- _TASK TO CARRY OUT_
Every line from the one that contains "Input: one rendered" to the end of the records must be restated word for word. No other line belongs in the answer.

- _DATA EXCERPTS_
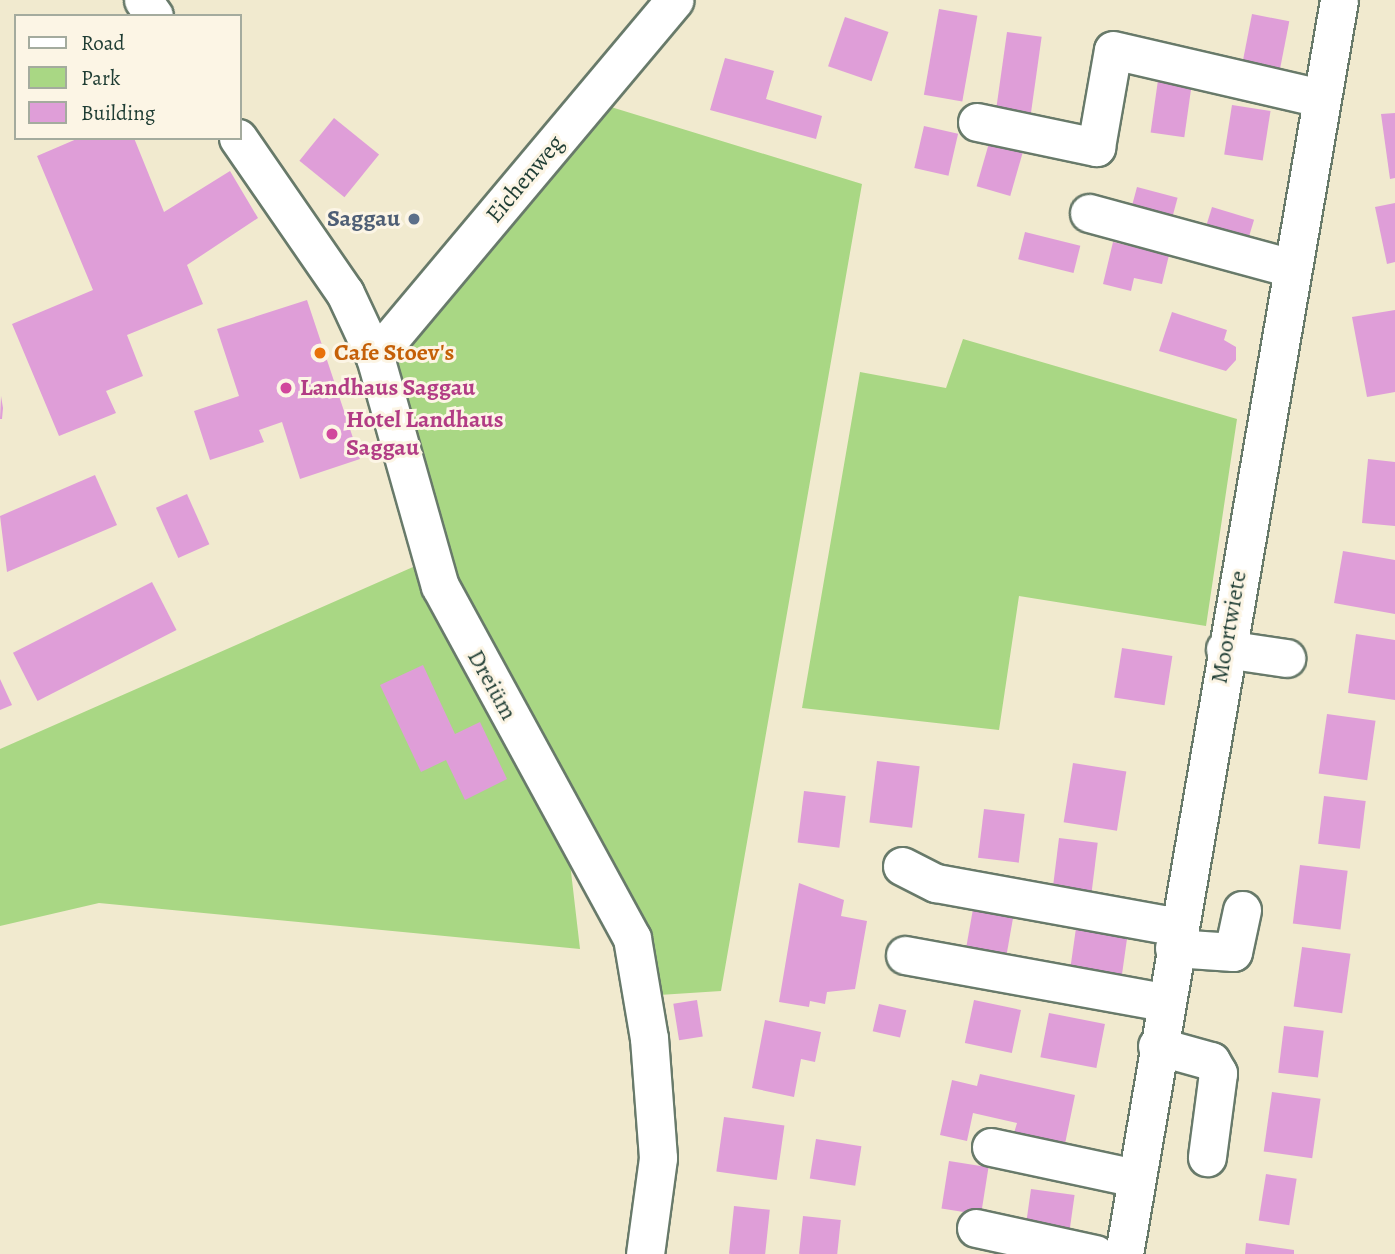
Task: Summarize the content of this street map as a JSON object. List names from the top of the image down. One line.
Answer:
{"streets":{"street":["Eichenweg","Moortwiete","Dreiüm"]},"crossings":[["Eichenweg","Dreiüm"]],"places":["Saggau","Cafe Stoev's","Landhaus Saggau","Hotel Landhaus Saggau"],"legend":["Road","Park","Building"]}
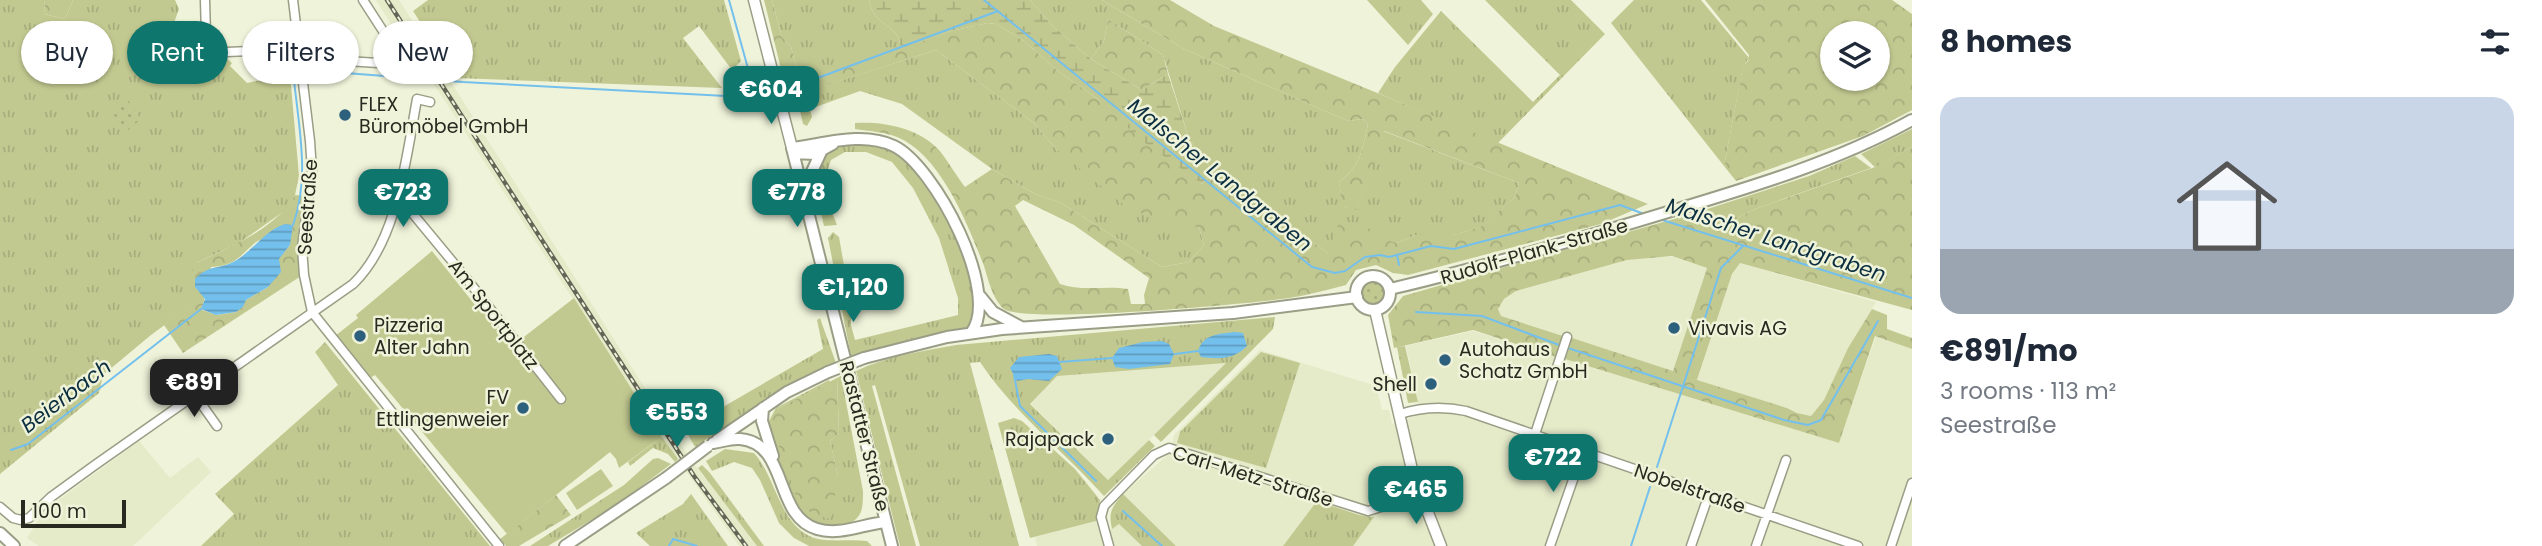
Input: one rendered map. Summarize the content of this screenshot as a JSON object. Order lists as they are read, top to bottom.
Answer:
{
  "streets": {
    "main road": ["Rudolf-Plank-Straße", "Rastatter Straße"],
    "street": [
      "Seestraße",
      "Am Sportplatz",
      "Carl-Metz-Straße",
      "Nobelstraße"
    ]
  },
  "water": ["Malscher Landgraben", "Beierbach"],
  "places": [
    "FLEX Büromöbel GmbH",
    "Vivavis AG",
    "Pizzeria Alter Jahn",
    "Autohaus Schatz GmbH",
    "Shell",
    "FV Ettlingenweier",
    "Rajapack"
  ],
  "scale_bar": "100 m",
  "page": {
    "heading": "8 homes",
    "chip": [
      "Buy",
      "Rent",
      "Filters",
      "New"
    ],
    "price": [
      "€604",
      "€723",
      "€778",
      "€1,120",
      "€891",
      "€553",
      "€722",
      "€465"
    ],
    "list": [
      {
        "name": "€891/mo",
        "note": "3 rooms · 113 m² · Seestraße"
      }
    ],
    "scale": "100 m"
  }
}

- _TASK SOLUTION_
Input: one rendered map. Summarize the content of this screenshot as a JSON object. Order lists as they are read, top to bottom.
Answer:
{
  "streets": {
    "main road": ["Rudolf-Plank-Straße", "Rastatter Straße"],
    "street": [
      "Seestraße",
      "Am Sportplatz",
      "Carl-Metz-Straße",
      "Nobelstraße"
    ]
  },
  "water": ["Malscher Landgraben", "Beierbach"],
  "places": [
    "FLEX Büromöbel GmbH",
    "Vivavis AG",
    "Pizzeria Alter Jahn",
    "Autohaus Schatz GmbH",
    "Shell",
    "FV Ettlingenweier",
    "Rajapack"
  ],
  "scale_bar": "100 m",
  "page": {
    "heading": "8 homes",
    "chip": [
      "Buy",
      "Rent",
      "Filters",
      "New"
    ],
    "price": [
      "€604",
      "€723",
      "€778",
      "€1,120",
      "€891",
      "€553",
      "€722",
      "€465"
    ],
    "list": [
      {
        "name": "€891/mo",
        "note": "3 rooms · 113 m² · Seestraße"
      }
    ],
    "scale": "100 m"
  }
}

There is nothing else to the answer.